(Records from a collection)
────────────────
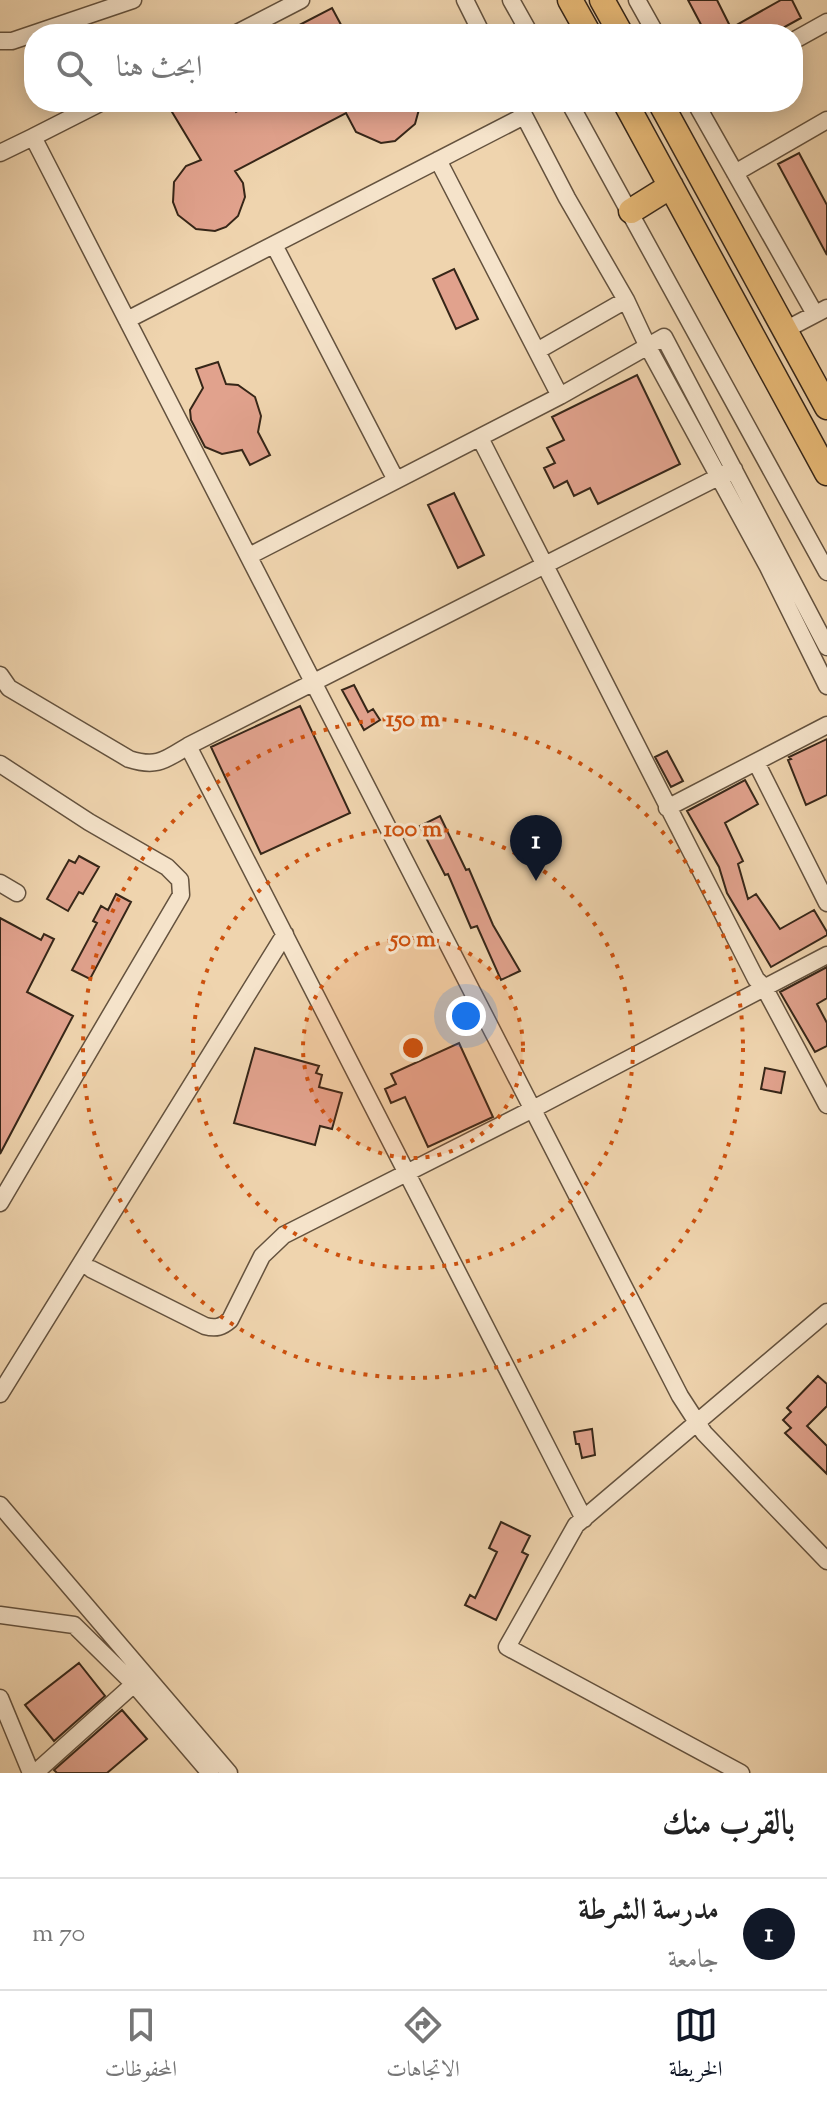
<!DOCTYPE html>
<html lang="ar">
<head>
<meta charset="utf-8">
<style>
	body { margin:0; font-family:"Sorts Mill Goudy",Amiri,serif; background:#f2f2f2; color:#222; direction:rtl }
	.you { position:absolute; left:466px; top:1016px; width:28px; height:28px; margin:-20px; border:6px solid #fff; border-radius:50%; background:#1a73e8; box-shadow:0 0 0 12px #1a73e833 }
	.badge { display:grid; place-items:center; width:52px; height:52px; border-radius:50%; background:#111827; color:#fff; font-size:26px; font-weight:700 }
	.pin { position:absolute; translate:-50% -66px; filter:drop-shadow(0 2px 4px #0008) }
	.pin::after { content:''; position:absolute; top:42px; width:28px; height:24px; background:inherit; clip-path:polygon(0 0,100% 0,50% 100%) }
	.list { margin:0; padding:0; list-style:none }
	h2 { display:flex; justify-content:space-between; align-items:center; height:104px; margin:0; padding:0 32px; font-size:34px }
	h2 small { font-size:26px; font-weight:400; color:#767676 }
	.list li { display:grid; grid-template-columns:52px 1fr auto; gap:24px; align-items:center; box-sizing:border-box; height:112px; padding:0 32px; border-top:2px solid #e0e0e0 }
	.list b { display:block; font-size:30px; white-space:nowrap }
	.list p { margin:0; font-size:26px; white-space:nowrap; color:#767676 }
	.list em { font-size:26px; font-style:normal; color:#767676 }
	.icon { flex:none; width:44px; height:44px; fill:none; stroke:currentColor; stroke-width:2; stroke-linecap:round; stroke-linejoin:round }
	.map { position:relative; flex:none; width:827px; height:1773px; overflow:hidden; direction:ltr }
	.search { position:absolute; background:#fff; box-shadow:0 4px 20px #0003; left:24px; right:24px; top:24px; height:88px; display:flex; align-items:center; gap:20px; box-sizing:border-box; padding:0 28px; border-radius:32px; color:#767676; font-size:30px }
	.sheet { height:216px; background:#fff }
	nav { display:flex; justify-content:space-around; align-items:center; box-sizing:border-box; height:112px; border-top:2px solid #e0e0e0; background:#fff; font-size:22px; color:#767676 }
	nav a { display:grid; justify-items:center; gap:4px }
	nav .on { color:#111827 }
	.map>svg:first-child { display:block }
	.building { fill:#e1a28d; stroke:#362618; stroke-width:2 }
	.lines { fill:none; stroke-linecap:round; stroke-linejoin:round }
	.minor-casing { stroke:#64523e; stroke-width:19 }
	.highway-casing { stroke:#362618; stroke-width:27 }
	.minor { stroke:#f5e3ca; stroke-width:16 }
	.highway { stroke:#e8ba77; stroke-width:24 }
	.ring { fill:none; stroke:#cd510e; stroke-width:4; stroke-dasharray:4 8 }
	.centre { fill:#cd510e; stroke:#f5e3ca; stroke-width:4 }
	.ring-label { font-size:24px; text-anchor:middle; font-weight:bold; fill:#cd510e; stroke:#f5e3ca; stroke-width:6; stroke-linejoin:round; paint-order:stroke }
</style>
</head>
<body>
<div class="map">
<svg width="827" height="1773" viewBox="0 0 827 1773">
	<rect width="100%" height="100%" fill="#efd4ae"/>
	<filter id="stains"><feTurbulence type="fractalNoise" baseFrequency=".0025" numOctaves="4"/><feColorMatrix values="0 0 0 0 .2 0 0 0 0 .09 0 0 0 0 .02 0 0 0 .5 -.17"/></filter>
	<radialGradient id="worn" r=".72"><stop offset=".6" stop-color="#630" stop-opacity="0"/><stop offset="1" stop-color="#630" stop-opacity=".3"/></radialGradient>
	<path class="building" d="M 688,0 L 717,0 L 731,28 L 781,0 L 792,0 L 801,18 L 772,34 L 706,34 Z
		M 332,8 L 346,34 L 282,34 Z
		M 166,102 L 230,102 L 236,112 L 254,102 L 421,102 L 415,124 L 395,141 L 381,143 L 356,132 L 346,113 L 235,171 L 243,183 L 245,197 L 238,216 L 226,227 L 215,231 L 196,229 L 178,215 L 173,202 L 174,182 L 186,166 L 201,160 Z
		M 799,153 L 827,205 L 827,255 L 778,164 Z
		M 454,269 L 478,319 L 456,329 L 433,279 Z
		M 218,362 L 226,384 L 238,385 L 255,397 L 261,416 L 258,432 L 270,455 L 250,465 L 242,450 L 222,454 L 205,447 L 191,420 L 190,410 L 203,388 L 196,369 Z
		M 637,375 L 680,464 L 598,504 L 590,488 L 574,496 L 567,481 L 554,488 L 544,468 L 555,463 L 547,448 L 564,440 L 552,417 Z
		M 454,493 L 484,555 L 458,568 L 428,505 Z
		M 354,685 L 368,712 L 373,709 L 380,720 L 364,730 L 342,690 Z
		M 300,706 L 350,813 L 261,854 L 211,747 Z
		M 827,739 L 827,795 L 806,805 L 788,760 L 791,759 L 789,757 Z
		M 667,751 L 683,781 L 671,787 L 655,757 Z
		M 745,780 L 758,804 L 725,823 L 743,861 L 738,864 L 748,899 L 756,894 L 780,929 L 814,910 L 827,932 L 827,935 L 771,967 L 727,893 L 719,867 L 687,811 Z
		M 440,816 L 466,870 L 469,869 L 493,925 L 520,971 L 501,980 L 477,926 L 471,928 L 448,874 L 445,875 L 420,826 Z
		M 79,856 L 99,867 L 83,894 L 79,892 L 68,911 L 47,899 L 69,860 L 75,863 Z
		M 116,894 L 131,902 L 90,979 L 72,970 L 97,923 L 93,921 L 101,906 L 108,910 Z
		M 0,918 L 41,940 L 44,934 L 54,939 L 27,992 L 73,1016 L 0,1154 Z
		M 827,967 L 827,998 L 817,1004 L 827,1023 L 827,1046 L 815,1052 L 780,992 Z
		M 459,1043 L 493,1117 L 428,1147 L 405,1097 L 391,1103 L 385,1089 L 396,1084 L 391,1074 Z
		M 255,1048 L 319,1066 L 316,1073 L 322,1075 L 319,1087 L 342,1093 L 332,1129 L 320,1126 L 315,1145 L 234,1123 Z
		M 765,1068 L 785,1072 L 781,1093 L 761,1089 Z
		M 818,1376 L 827,1384 L 827,1406 L 807,1426 L 827,1446 L 827,1474 L 785,1433 L 791,1428 L 783,1420 L 791,1412 L 787,1408 Z
		M 592,1429 L 595,1455 L 582,1458 L 579,1444 L 576,1444 L 574,1432 Z
		M 501,1522 L 530,1536 L 522,1552 L 528,1555 L 496,1620 L 465,1605 L 470,1595 L 475,1598 L 497,1552 L 489,1548 Z
		M 79,1663 L 105,1696 L 54,1741 L 25,1705 Z
		M 122,1710 L 147,1739 L 107,1773 L 57,1773 L 54,1770 Z"/>
	<g class="lines">
		<g class="minor-casing">
			<path id="minor" d="M 465,0 L 482,34
				M 511,0 L 530,34
				M 637,0 L 656,34
				M 235,34 L 301,0
				M 0,41 L 12,41 L 133,0
				M 793,41 L 827,22
				M 102,102 L 33,137 L 680,1396 L 704,1433 L 827,1561
				M 517,102 L 567,198 L 626,300 L 648,347 L 768,567 L 827,686
				M 569,102 L 827,572
				M 695,102 L 815,314
				M 665,110 L 679,102
				M 0,153 L 33,137
				M 438,160 L 560,396
				M 735,173 L 827,120
				M 274,245 L 396,480
				M 127,320 L 524,116
				M 785,330 L 827,308
				M 537,351 L 626,300
				M 480,438 L 756,979 L 764,987 L 827,1105
				M 249,556 L 560,396 L 664,337 L 827,647
				M 0,675 L 9,688 L 129,759 C 157,768 165,760 188,746
				M 756,762 L 827,903
				M 0,764 L 89,822 L 167,867 L 180,880 L 181,895 L 0,1203
				M 667,808 L 827,725
				M 0,883 L 17,893
				M 91,1269 L 205,1326 C 216,1329 222,1327 230,1320 L 262,1256 L 284,1235 L 533,1109 L 827,955
				M 0,1394 L 285,934
				M 0,1505 L 229,1773
				M 584,1519 L 188,746 L 734,469
				M 0,1615 L 74,1625 L 134,1684 L 210,1773
				M 0,1698 L 31,1773
				M 35,1773 L 134,1684
				M 741,1773 L 507,1647 L 576,1525 L 827,1312"/>
		</g>
		<g class="highway-casing">
			<path id="highway" d="M 570,0 L 589,34
				M 602,0 L 621,34
				M 625,102 L 827,473
				M 660,102 L 827,407
				M 631,211 L 671,186"/>
		</g>
		<use href="#minor" class="minor"/>
		<use href="#highway" class="highway"/>
	</g>
	<circle cx="413" cy="1048" r="110" fill="#cd510e" fill-opacity=".12"/>
	<g class="ring">
		<circle cx="413" cy="1048" r="110"/>
		<circle cx="413" cy="1048" r="220"/>
		<circle cx="413" cy="1048" r="330"/>
	</g>
	<circle cx="413" cy="1048" r="12" class="centre"/>
	<g class="ring-label">
		<text x="413" y="726">150 m</text>
		<text x="413" y="836">100 m</text>
		<text x="413" y="946">50 m</text>
	</g>
	<rect width="100%" height="100%" filter="url(#stains)"/>
	<rect width="100%" height="100%" fill="url(#worn)"/>
</svg>
<div class="you"></div>
<div class="pin badge" style="left:536px;top:881px">1</div>
<div class="search"><svg class="icon" aria-label="search" viewBox="0 0 24 24"><circle cx="10" cy="10" r="6"/><path d="M15 15l6 6"/></svg>ابحث هنا</div>
</div>
<section class="sheet">
<h2>بالقرب منك<small></small></h2>
<ul class="list">
<li><span class="badge">1</span><div><b>مدرسة الشرطة</b><p>جامعة</p></div><em>70 m</em></li>
</ul>
</section>
<nav>
<a class="on"><svg class="icon" aria-label="map" viewBox="0 0 24 24"><path d="M3 6l6-2 6 2 6-2v14l-6 2-6-2-6 2zM9 4v14M15 6v14"/></svg>الخريطة</a>
<a><svg class="icon" aria-label="directions" viewBox="0 0 24 24"><path d="M12 3l9 9-9 9-9-9zM9 14v-3h6M13 9l2 2-2 2"/></svg>الاتجاهات</a>
<a><svg class="icon" aria-label="saved" viewBox="0 0 24 24"><path d="M7 4h10v16l-5-4-5 4z"/></svg>المحفوظات</a>
</nav>
</body>
</html>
────────────────
(Task brief):
Please give again the lines above between the line holding "M 122,1710 L" and the line holding "M 480,438 L 756,979 L 764,987 L 827,1105", inclusive, exactly as they are and with nothing added.

(Final answer):
		M 122,1710 L 147,1739 L 107,1773 L 57,1773 L 54,1770 Z"/>
	<g class="lines">
		<g class="minor-casing">
			<path id="minor" d="M 465,0 L 482,34
				M 511,0 L 530,34
				M 637,0 L 656,34
				M 235,34 L 301,0
				M 0,41 L 12,41 L 133,0
				M 793,41 L 827,22
				M 102,102 L 33,137 L 680,1396 L 704,1433 L 827,1561
				M 517,102 L 567,198 L 626,300 L 648,347 L 768,567 L 827,686
				M 569,102 L 827,572
				M 695,102 L 815,314
				M 665,110 L 679,102
				M 0,153 L 33,137
				M 438,160 L 560,396
				M 735,173 L 827,120
				M 274,245 L 396,480
				M 127,320 L 524,116
				M 785,330 L 827,308
				M 537,351 L 626,300
				M 480,438 L 756,979 L 764,987 L 827,1105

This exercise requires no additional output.